Readers may remember that we featured Northbridge Industrial (145.5p) in July last year when the share price was 170.5p.
At the same time the FTSE AIM All Share Index was 905.0 and as I write it stands at 388.7 a fall of 57.0 per cent. Northbridge Industrial's share price has fallen just 14.7 per cent over the same period so the company has held up well under difficult conditions for the AIM market in general.
Northbridge was established in January 2005 for the purpose of acquiring companies that hire specialist industrial equipment, such as loadbanks, which essentially test whether independent power supplies are working correctly such as diesel generators. Major uses of such equipment include off-shore oil and gas installations and ships, and include the South Korean shipyards owned by companies such as Daewoo, Samsung and Hyundai. Other customers are those that are in need of independent or secondary back up power systems, such as hospitals or banks. The company also works in the Middle East providing equipment such as generators to buy or rent for the oil industry.

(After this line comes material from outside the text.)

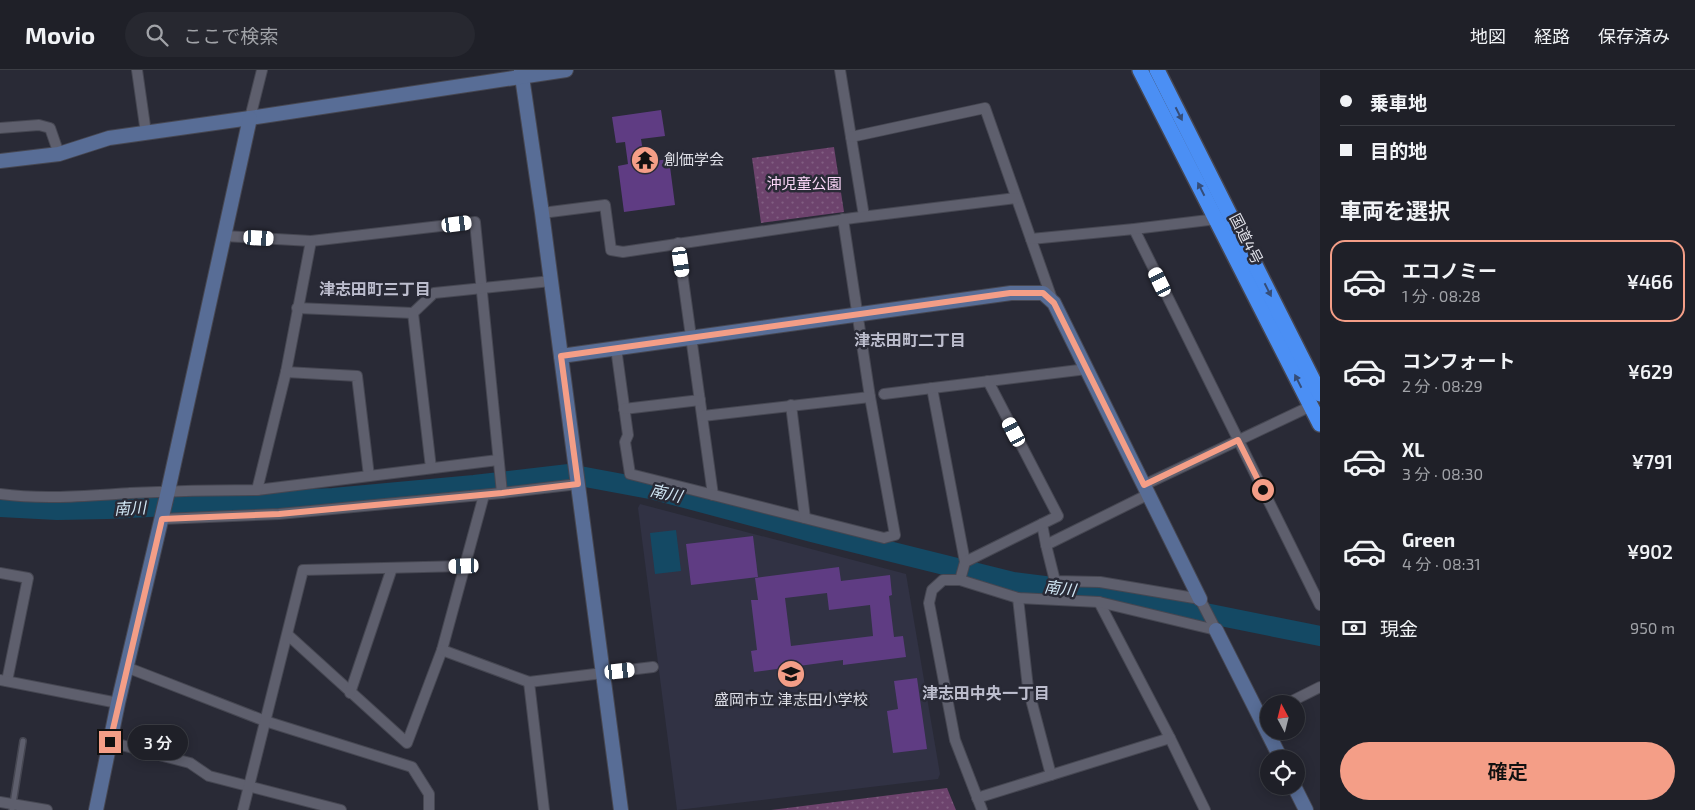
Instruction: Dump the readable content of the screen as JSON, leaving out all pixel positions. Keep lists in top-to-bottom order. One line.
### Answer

The most recent results for the six-month period ended June 30, 2008, were encouraging and trading continued to be strong with intake and enquiries for rental at a record level and trading ahead of market expectations. The group reported revenue up 44 per cent to £6.9m (2007: £4.8m) with profit before tax up 66 per cent to £1.0m (2007: £0.6m). Earnings per share were up 71 per cent to 9.9p (2007: 5.8p) and the company said that they hope to increase the dividend to 1.3p from 1.0p.
The new financial year has started with a much larger hire fleet following the investment in recent years whilst the group has substantial cash balances and a low level of net gearing. We think earnings per share for 2008 are going to be higher than forecast, putting the shares on a very low p/e ratio.
Given the fall in the share price since October last year, which was mainly due to market sentiment and loss of confidence in the AIM market in general, the shares look good value at their current price.
WARNING: Opinions expressed are the writers’ judgments at the time of writing. The information does not constitute a personal recommendation and readers should seek their own professional advice as to the suitability of the investments.